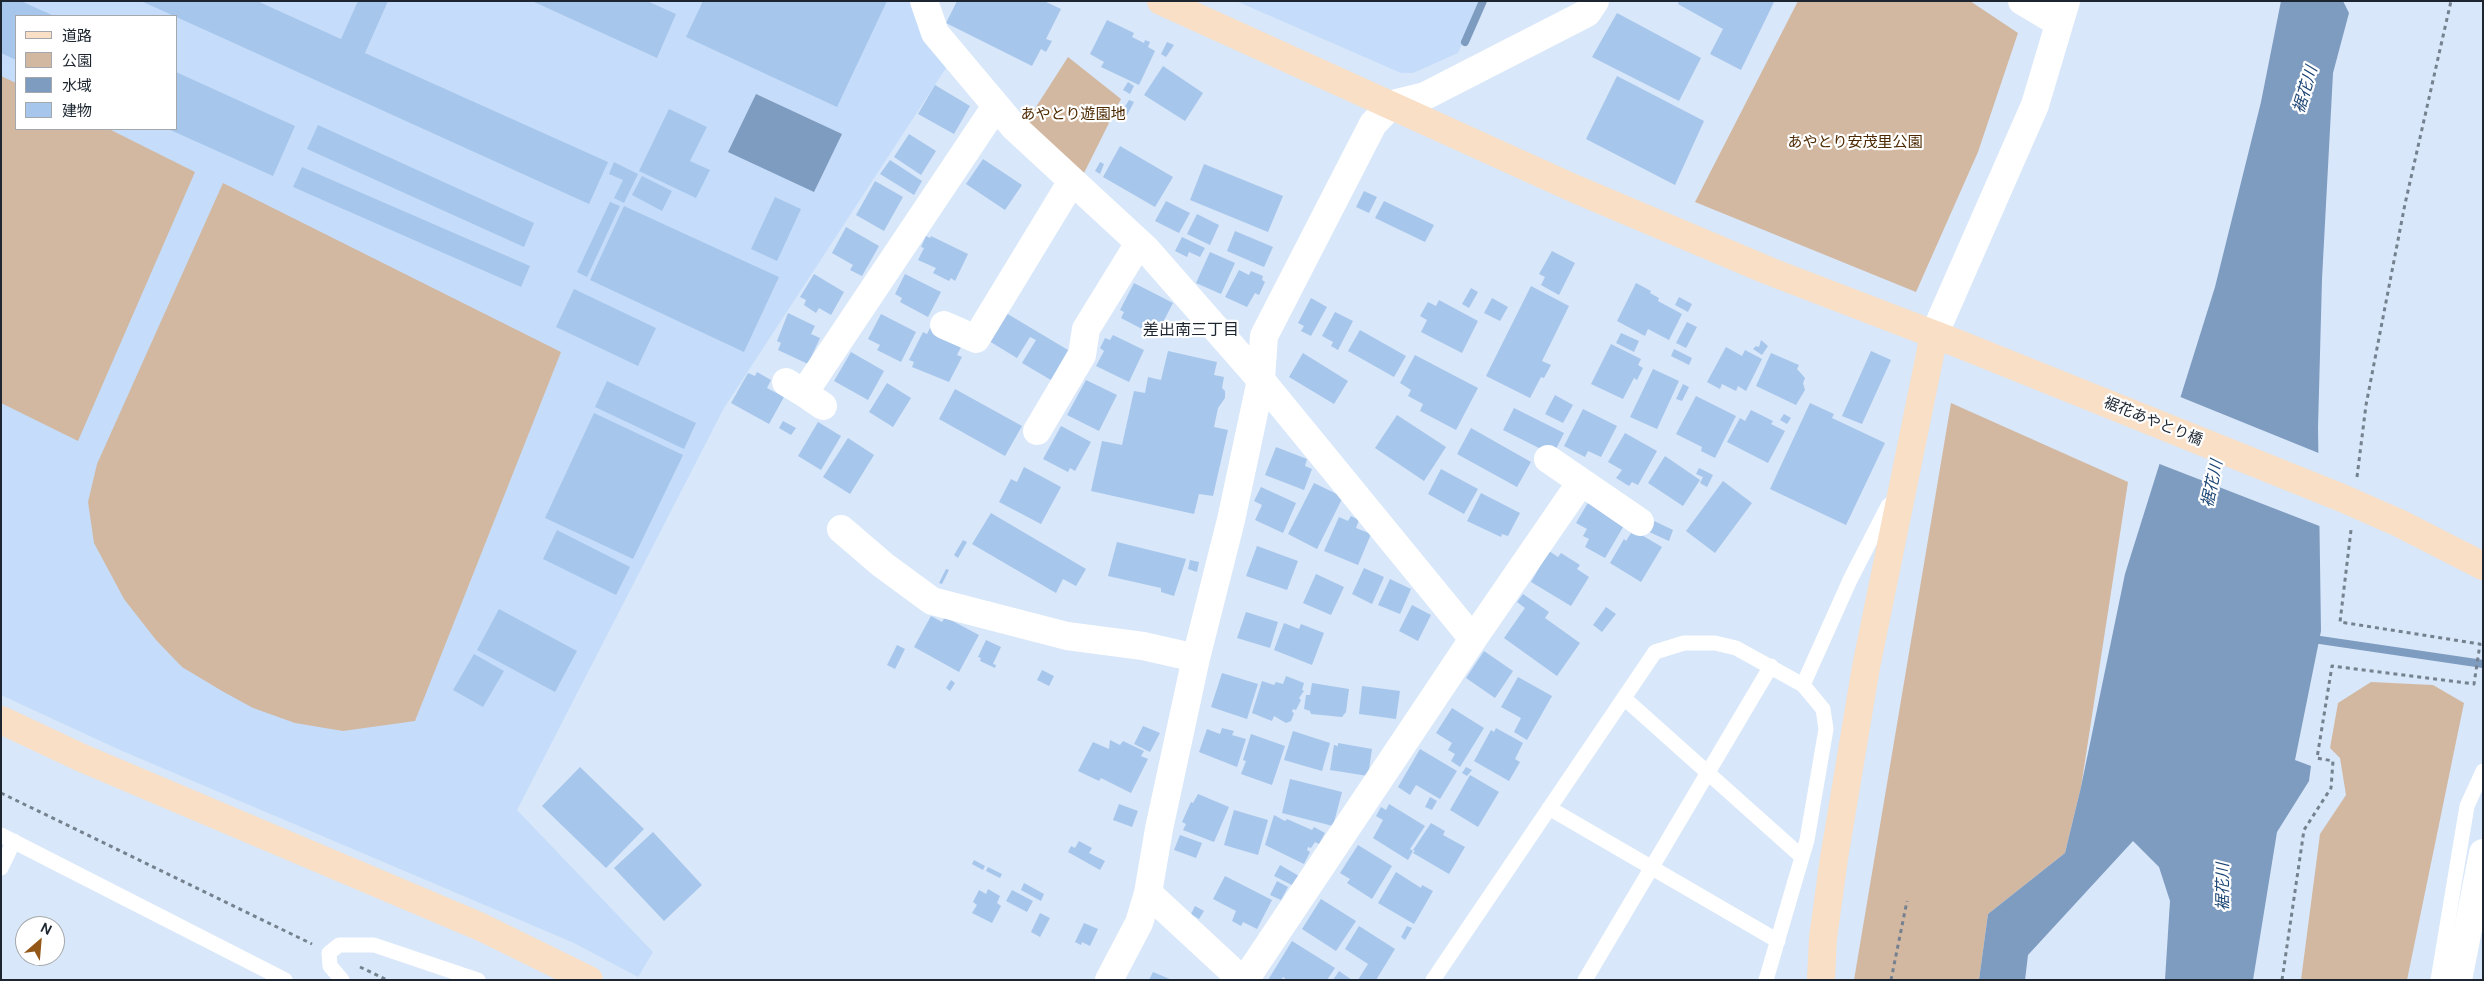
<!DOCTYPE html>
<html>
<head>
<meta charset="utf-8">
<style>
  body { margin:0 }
  #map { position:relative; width:2484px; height:981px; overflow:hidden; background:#d8e7f9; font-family:"DM Sans","Noto Sans JP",sans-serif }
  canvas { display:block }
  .frame { position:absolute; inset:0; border:2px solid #1c2530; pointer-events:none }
  .legend { position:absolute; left:15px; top:15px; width:162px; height:115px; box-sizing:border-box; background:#fff; border:1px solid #a4a8ac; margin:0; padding:6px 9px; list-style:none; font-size:15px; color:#1c2530 }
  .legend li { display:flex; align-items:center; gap:10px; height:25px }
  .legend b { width:25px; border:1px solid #a4a8ac }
  .north { position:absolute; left:15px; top:916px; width:50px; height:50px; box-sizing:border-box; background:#fff; border:1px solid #a4a8ac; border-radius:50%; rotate:27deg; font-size:14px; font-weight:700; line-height:20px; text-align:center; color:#1c2530 }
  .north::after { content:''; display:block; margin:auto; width:18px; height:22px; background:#935817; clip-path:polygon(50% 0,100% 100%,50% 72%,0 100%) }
</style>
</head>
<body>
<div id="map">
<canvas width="2484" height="981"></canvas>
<div class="frame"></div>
<ul class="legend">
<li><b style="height:6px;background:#f8dfc5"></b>道路</li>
<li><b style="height:14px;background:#d3b8a1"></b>公園</li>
<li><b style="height:14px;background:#7e9bc0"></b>水域</li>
<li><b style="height:14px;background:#a7c6ec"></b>建物</li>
</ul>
<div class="north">N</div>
</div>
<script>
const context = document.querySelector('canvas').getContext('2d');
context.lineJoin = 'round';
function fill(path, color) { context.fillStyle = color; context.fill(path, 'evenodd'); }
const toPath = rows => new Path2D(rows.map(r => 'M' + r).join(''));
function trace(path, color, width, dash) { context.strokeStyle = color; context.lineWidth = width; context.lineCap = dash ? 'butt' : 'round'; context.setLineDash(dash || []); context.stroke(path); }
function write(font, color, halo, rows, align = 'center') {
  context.font = font + ' "DM Sans","Noto Sans JP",sans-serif'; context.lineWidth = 4.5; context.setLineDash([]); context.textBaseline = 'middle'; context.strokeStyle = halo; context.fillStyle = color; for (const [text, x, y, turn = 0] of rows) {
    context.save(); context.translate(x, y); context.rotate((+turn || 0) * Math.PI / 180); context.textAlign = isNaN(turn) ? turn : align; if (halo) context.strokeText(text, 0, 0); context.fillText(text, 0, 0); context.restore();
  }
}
const built = toPath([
  [1,1,912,1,948,65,724,408,517,810,653,952,638,977,574,943,120,750,1,695],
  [16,16,176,16,176,129,16,129],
  [1236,1,1481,1,1458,53,1413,73,1401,73]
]);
const green = toPath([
  [1798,1,1970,1,2018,33,1978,152,1916,292,1695,202],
  [1068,57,1121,99,1083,175,1027,121],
  [1,76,16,83,16,129,109,129,195,172,78,441,1,403],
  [223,183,561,352,415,721,343,731,295,723,253,708,222,691,182,667,156,640,124,599,94,543,88,502,97,464],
  [1951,403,2128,482,2081,787,2065,853,1988,914,1979,980,1854,980],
  [2371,682,2433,685,2464,703,2407,980,2301,980,2320,834,2346,795,2340,758,2330,748,2338,703]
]);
const water = toPath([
  [2281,1,2343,1,2349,13,2333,73,2322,279,2318,428,2321,631,2295,760,2311,766,2309,781,2277,832,2253,980,2165,980,2170,901,2159,867,2133,841,2028,955,2025,980,1979,980,1988,914,2065,853,2081,787,2125,574,2215,287,2261,102],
  [756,94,842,134,814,192,728,152]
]);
const pier = toPath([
  [2178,396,2321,454,2322,527,2157,463]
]);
const stream = toPath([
  [1465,42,1483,1],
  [2320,640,2483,664]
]);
const building = toPath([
  [1,1,21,1,54,16,16,16,16,60,1,53],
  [141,1,257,1,341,39,358,1,388,1,365,53,608,162,589,204],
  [532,1,647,1,676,14,657,58],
  [703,1,887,1,837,107,686,37],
  [957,1,1044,1,1061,9,1046,39,1052,41,1046,52,1041,49,1032,66,946,23],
  [1679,1,1773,1,1774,2,1741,70,1710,54,1723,29,1678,4],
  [1617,13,1701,58,1679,101,1592,57],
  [1107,20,1134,33,1132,37,1144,43,1145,40,1150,42,1148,47,1155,51,1139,85,1101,67,1104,62,1090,54],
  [1167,42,1174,45,1166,57,1161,54],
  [1163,66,1203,93,1185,121,1144,95],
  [176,72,295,126,273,176,168,129,176,129],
  [1617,76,1704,121,1675,185,1586,139],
  [1128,82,1134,86,1130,94,1123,90],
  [935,85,970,106,954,134,918,114],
  [1129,100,1134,102,1125,119,1120,115],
  [669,109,707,127,690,161,710,170,696,198,639,171],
  [318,125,534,223,524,247,307,149],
  [909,134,936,151,921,175,894,157],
  [1120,146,1173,177,1155,207,1103,177],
  [983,159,1022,185,1005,210,966,184],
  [890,160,922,181,914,195,880,174],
  [614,162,638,174,624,203,614,198,623,180,609,174],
  [1100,162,1104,164,1100,174,1095,171],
  [1204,164,1283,196,1268,232,1190,200],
  [302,167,530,266,521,287,293,187],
  [642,176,672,191,662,211,632,195],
  [875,181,903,197,884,231,856,215],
  [1364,191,1377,197,1369,213,1356,207],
  [775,197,801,209,777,261,751,249],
  [1166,201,1190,213,1179,233,1155,221],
  [1384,201,1434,225,1425,242,1375,218],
  [610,202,620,206,587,277,577,272],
  [624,206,779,277,744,352,590,280],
  [1197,214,1219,225,1210,245,1187,234],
  [846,227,879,246,862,276,850,270,853,265,832,253],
  [1235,231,1273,247,1264,267,1227,251],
  [926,236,930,238,931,236,968,254,955,281,951,278,949,281,933,273,936,268,918,260,924,248,921,247],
  [1182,237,1205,248,1200,257,1189,252,1187,257,1175,251],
  [1552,251,1575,263,1559,295,1541,285,1545,277,1539,274],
  [1210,252,1235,263,1221,294,1196,283],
  [1239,270,1249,275,1251,271,1263,276,1262,280,1265,282,1259,295,1255,293,1247,307,1225,297],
  [814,274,844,292,831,315,819,308,816,313,804,305,806,300,800,297],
  [905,274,941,292,928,317,900,302,902,298,895,294],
  [1134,283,1173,303,1161,326,1149,320,1144,330,1121,318,1124,312,1120,310],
  [1636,283,1651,291,1650,293,1659,298,1658,301,1682,314,1669,340,1648,329,1645,336,1617,321],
  [1531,286,1569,306,1542,361,1551,365,1544,378,1541,377,1530,398,1486,376],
  [1471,288,1478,292,1469,308,1462,304],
  [574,289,656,328,638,366,556,327],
  [1679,297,1692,304,1688,312,1675,305],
  [1311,298,1327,307,1311,336,1301,331,1304,326,1298,323],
  [1492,298,1508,307,1500,321,1484,313],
  [1439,300,1478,321,1462,353,1421,332,1427,320,1420,316,1428,302,1436,306],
  [1335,312,1353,321,1338,350,1331,346,1333,342,1322,336],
  [788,313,815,326,811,334,820,338,808,364,778,350,781,343,777,341],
  [1006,313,1068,350,1051,380,1022,363,1036,340,1030,337,1017,358,989,341],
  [881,314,916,332,901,362,877,350,880,345,868,339],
  [1687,322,1697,327,1686,348,1676,343],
  [1150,323,1159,328,1157,333,1148,329],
  [931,326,962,345,957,355,962,357,949,382,912,367,914,362,909,360,923,332,927,334],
  [1360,330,1406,356,1394,377,1348,351],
  [1621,333,1639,341,1634,352,1616,343],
  [1113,335,1144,350,1129,382,1096,366,1104,351,1100,348,1105,338,1110,340],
  [1761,340,1768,346,1762,355,1753,349,1756,346,1759,347],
  [1611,344,1641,359,1638,365,1643,368,1637,380,1634,378,1623,399,1591,384],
  [1726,347,1742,356,1745,350,1762,359,1746,391,1738,386,1736,391,1722,384,1720,389,1707,382],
  [1674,349,1692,358,1689,365,1671,356],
  [1168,351,1217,362,1214,375,1224,377,1222,388,1225,391,1225,398,1218,408,1214,427,1228,430,1213,496,1199,494,1194,514,1091,491,1102,441,1122,445,1134,391,1145,393,1148,377,1161,380],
  [1871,351,1891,360,1862,424,1842,416],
  [851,352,884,371,868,400,834,381],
  [1303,353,1348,381,1334,404,1289,377],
  [1771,353,1799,365,1797,369,1805,378,1803,383,1805,390,1796,405,1756,386],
  [1415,355,1478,388,1456,430,1420,411,1423,404,1408,396,1411,390,1400,383],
  [1653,369,1679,381,1657,429,1630,417],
  [757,372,771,380,767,388,784,397,769,424,731,403,748,373,755,376],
  [1086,380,1117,395,1099,431,1067,415],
  [607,381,696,423,684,449,595,407],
  [887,383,911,398,893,427,869,412],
  [1683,384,1689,387,1682,401,1676,399],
  [955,389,1022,426,1005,456,939,419],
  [1555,395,1573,405,1563,423,1545,414],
  [1696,396,1736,416,1715,458,1701,451,1702,447,1676,434],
  [1810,403,1834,414,1832,418,1885,443,1846,525,1770,489],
  [1514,408,1564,433,1553,455,1503,430],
  [1583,409,1617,426,1601,457,1588,451,1585,457,1564,446],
  [1751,410,1773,421,1771,424,1785,431,1768,463,1727,442,1740,418,1745,421],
  [594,413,683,455,633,559,545,518],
  [1784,414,1791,418,1787,424,1780,420],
  [1397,415,1446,447,1424,481,1375,448],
  [783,421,796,428,791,435,779,428],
  [818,422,841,436,821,470,798,456],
  [1061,426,1091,442,1075,471,1070,468,1068,472,1043,459],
  [1471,428,1531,462,1517,487,1457,454],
  [1625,433,1657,451,1638,485,1632,482,1629,486,1616,478,1622,470,1608,462],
  [848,438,874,455,850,494,823,477],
  [1276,447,1307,459,1305,466,1312,469,1304,490,1265,475],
  [1665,456,1700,480,1683,506,1648,483],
  [1024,467,1061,487,1041,524,999,502,1011,479,1017,482],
  [1699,468,1713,475,1707,487,1700,483,1703,477,1696,474],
  [1441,469,1478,489,1464,514,1428,494],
  [1723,481,1752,503,1715,553,1686,531],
  [1314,483,1343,497,1317,549,1288,534],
  [1261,487,1296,503,1283,533,1255,520,1262,505,1254,501],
  [1481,493,1520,513,1508,536,1502,534,1501,537,1467,521],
  [1589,501,1626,522,1605,558,1585,547,1589,539,1583,536,1587,529,1576,523],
  [991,513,1086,569,1076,586,1063,579,1056,593,972,544],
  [1351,516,1359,520,1356,528,1371,534,1358,565,1324,551,1339,517,1348,521],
  [1652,520,1673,530,1669,541,1647,531],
  [557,530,630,567,616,595,543,559],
  [1633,530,1662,547,1641,582,1610,563,1624,539,1626,541],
  [963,540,967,542,958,558,954,555],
  [1117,542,1186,559,1174,596,1161,592,1161,588,1108,576],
  [1257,546,1298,561,1287,590,1246,576],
  [1549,551,1558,557,1561,553,1580,565,1577,569,1589,577,1571,606,1531,582],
  [1190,560,1199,562,1197,572,1188,569],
  [1364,568,1384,577,1372,604,1352,594],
  [946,569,949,570,942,584,939,583],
  [1316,574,1344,587,1331,615,1303,603],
  [1390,579,1411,589,1400,614,1378,605],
  [1523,594,1549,612,1545,618,1580,643,1557,676,1504,638,1525,608,1517,602],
  [1412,605,1431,615,1418,641,1399,631],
  [1606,607,1616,614,1602,632,1593,625],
  [499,609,577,651,555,692,477,650],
  [1246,612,1278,622,1270,648,1237,638],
  [931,616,942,622,945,617,979,635,959,672,914,647],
  [1284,623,1299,629,1301,624,1324,633,1312,665,1274,650],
  [986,640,1001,647,993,664,996,665,995,668,980,661,981,658,978,657],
  [897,645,905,649,895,669,887,665],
  [1484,651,1513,671,1495,698,1466,678],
  [474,654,504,671,483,707,453,690],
  [1042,670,1054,676,1049,686,1037,680],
  [1222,673,1258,684,1247,719,1211,707],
  [1286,676,1304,683,1302,690,1304,691,1299,698,1301,700,1296,710,1293,709,1292,712,1294,713,1291,721,1286,723,1274,716,1272,721,1252,713,1262,681,1274,685,1276,682,1283,684],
  [1518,677,1552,696,1527,740,1514,732,1521,718,1501,707],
  [951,680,955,683,950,691,946,688],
  [1312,683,1349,689,1346,712,1342,717,1311,714,1310,711,1304,709,1306,695,1310,695],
  [1362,686,1400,691,1396,719,1359,714],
  [1452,708,1484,728,1460,767,1451,761,1455,754,1448,750,1452,743,1436,733],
  [1143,726,1160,733,1150,752,1134,744],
  [1222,728,1234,731,1232,735,1246,739,1237,767,1199,752,1207,729,1220,734],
  [1496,728,1523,743,1515,759,1520,762,1509,781,1474,761,1491,730,1494,732],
  [1293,731,1330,743,1322,771,1284,760],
  [1251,734,1285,746,1272,785,1241,774,1246,761,1243,760],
  [1110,740,1120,745,1123,741,1144,751,1141,756,1148,759,1131,793,1101,778,1099,781,1078,771,1093,742,1109,749],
  [1338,743,1372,749,1368,776,1330,770,1334,745,1338,746],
  [1420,749,1457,771,1440,799,1416,785,1410,795,1398,787],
  [580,767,644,829,606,868,542,806],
  [1466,767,1472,770,1467,776,1462,773],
  [1470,775,1499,792,1478,827,1450,810],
  [1290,779,1342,792,1333,826,1282,813],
  [1198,794,1229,807,1214,842,1183,830,1186,824,1182,822,1191,802,1193,803],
  [1430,797,1437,801,1432,810,1425,807],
  [1119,804,1138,811,1132,827,1113,820],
  [1389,804,1425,826,1410,849,1413,851,1408,860,1373,838,1383,820,1376,816,1381,807,1386,810],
  [1234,810,1268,820,1258,855,1224,845],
  [1274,815,1285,821,1287,819,1312,830,1314,827,1325,833,1319,844,1315,842,1311,848,1308,847,1307,850,1310,852,1304,864,1265,845],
  [1431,823,1445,831,1443,835,1465,847,1449,874,1413,853,1415,851,1413,850],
  [653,832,702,885,664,921,614,868],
  [1180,835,1202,843,1196,858,1174,850],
  [1079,841,1092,848,1089,853,1105,861,1100,870,1068,852,1071,846,1075,848],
  [1358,845,1392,866,1372,899,1347,883,1350,879,1340,873],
  [974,860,985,866,983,870,972,864],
  [1280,865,1299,876,1294,886,1274,876],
  [988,867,1002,874,1000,878,986,871],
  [1396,872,1421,888,1422,885,1433,891,1414,924,1378,903],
  [1225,876,1272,900,1257,929,1243,922,1241,926,1232,921,1236,911,1213,899],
  [1277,881,1288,887,1281,900,1270,895],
  [1024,883,1044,894,1041,901,1021,890],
  [988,889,1000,896,997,903,1001,906,992,923,972,913,977,905,973,902,979,890,986,894],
  [1012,890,1033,901,1027,912,1006,901],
  [1321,899,1356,921,1336,951,1302,929],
  [1195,906,1204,911,1199,919,1191,914],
  [1040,913,1050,918,1040,937,1031,932],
  [1084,923,1098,929,1090,946,1082,942,1081,945,1075,942],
  [1359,926,1395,949,1376,980,1358,980,1368,964,1345,949],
  [1407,926,1412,928,1405,940,1401,937],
  [1292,941,1335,968,1327,980,1287,980,1283,977,1281,980,1268,980],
  [1339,971,1352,980,1333,980],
  [1153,972,1172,980,1149,980]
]);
const path = toPath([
  [2357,477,2366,405,2405,204,2451,1],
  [1,793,312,944],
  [360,967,387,980],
  [1891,980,1907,901],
  [2282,980,2304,830,2331,788,2333,761,2317,758,2332,666,2474,684,2480,644,2340,622,2351,530]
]);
const lane = toPath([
  [1803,685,1850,580,1888,506,1894,501],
  [1624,698,1802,857],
  [1549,808,1778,941],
  [1,835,285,980],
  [1,868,14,841],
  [342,980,330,966,329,953,339,945,374,945,478,980],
  [1433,980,1655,652,1684,643,1715,643,1736,648,1803,685,1823,709,1826,729,1807,840,1766,980],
  [1585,980,1771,666],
  [2438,980,2467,806,2483,771]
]);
const street = toPath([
  [924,1,935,33,1014,127,1146,249,1261,380,1473,639],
  [2022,1,2059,23],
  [944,325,976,339,1072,181],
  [1934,335,2035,105,2066,1],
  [786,382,804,393,996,106],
  [804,393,823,406],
  [1037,431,1082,355,1086,329,1139,243],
  [1548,459,1640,522],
  [841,529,883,565,932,601,1067,636,1143,646,1196,658],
  [1148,893,1242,980],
  [1109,980,1139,923,1148,893,1159,829,1196,658,1231,520,1261,380,1264,336,1373,124,1392,104,1425,96,1587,13,1595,1],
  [1245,980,1473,639,1581,482],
  [2458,980,2483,853]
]);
const secondary = toPath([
  [1161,1,1573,188,1769,271,1959,344,2342,498,2399,523,2483,566],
  [1,720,82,758,481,927,589,980],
  [1821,980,1823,938,1834,858,1866,667,1934,335]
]);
const parkNames = [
  ["あやとり遊園地",1073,115],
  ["あやとり安茂里公園",1855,143]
];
const streetNames = [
  ["裾花あやとり橋",2153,422,22]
];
const waterNames = [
  ["裾花川",2306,90,-73],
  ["裾花川",2213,484,-78],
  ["裾花川",2224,887,-90]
];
const neighbourhoodNames = [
  ["差出南三丁目",1191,331]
];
fill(built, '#c5ddfa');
fill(green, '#d3b8a1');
fill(water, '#7e9bc0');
fill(pier, '#d8e7f9');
trace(stream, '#7e9bc0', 8);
fill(building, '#a7c6ec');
trace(path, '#75818f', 3, [4, 4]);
trace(lane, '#fff', 15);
trace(street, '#fff', 28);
trace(secondary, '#f8dfc5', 28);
write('15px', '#4d2900', '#fff', parkNames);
write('15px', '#1c2530', '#fff', streetNames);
write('italic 16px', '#1b4574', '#fff', waterNames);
write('16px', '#1c2530', '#fff', neighbourhoodNames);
</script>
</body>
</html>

# # #

TASK REQUIREMENTS =
In the answer, repeat exactly the lines from the top of the entries above through the line with "position:absolute; left:15px; top:916px;", and leave pictures out of it.

RESULT OF THE EXERCISE =
<!DOCTYPE html>
<html>
<head>
<meta charset="utf-8">
<style>
  body { margin:0 }
  #map { position:relative; width:2484px; height:981px; overflow:hidden; background:#d8e7f9; font-family:"DM Sans","Noto Sans JP",sans-serif }
  canvas { display:block }
  .frame { position:absolute; inset:0; border:2px solid #1c2530; pointer-events:none }
  .legend { position:absolute; left:15px; top:15px; width:162px; height:115px; box-sizing:border-box; background:#fff; border:1px solid #a4a8ac; margin:0; padding:6px 9px; list-style:none; font-size:15px; color:#1c2530 }
  .legend li { display:flex; align-items:center; gap:10px; height:25px }
  .legend b { width:25px; border:1px solid #a4a8ac }
  .north { position:absolute; left:15px; top:916px; width:50px; height:50px; box-sizing:border-box; background:#fff; border:1px solid #a4a8ac; border-radius:50%; rotate:27deg; font-size:14px; font-weight:700; line-height:20px; text-align:center; color:#1c2530 }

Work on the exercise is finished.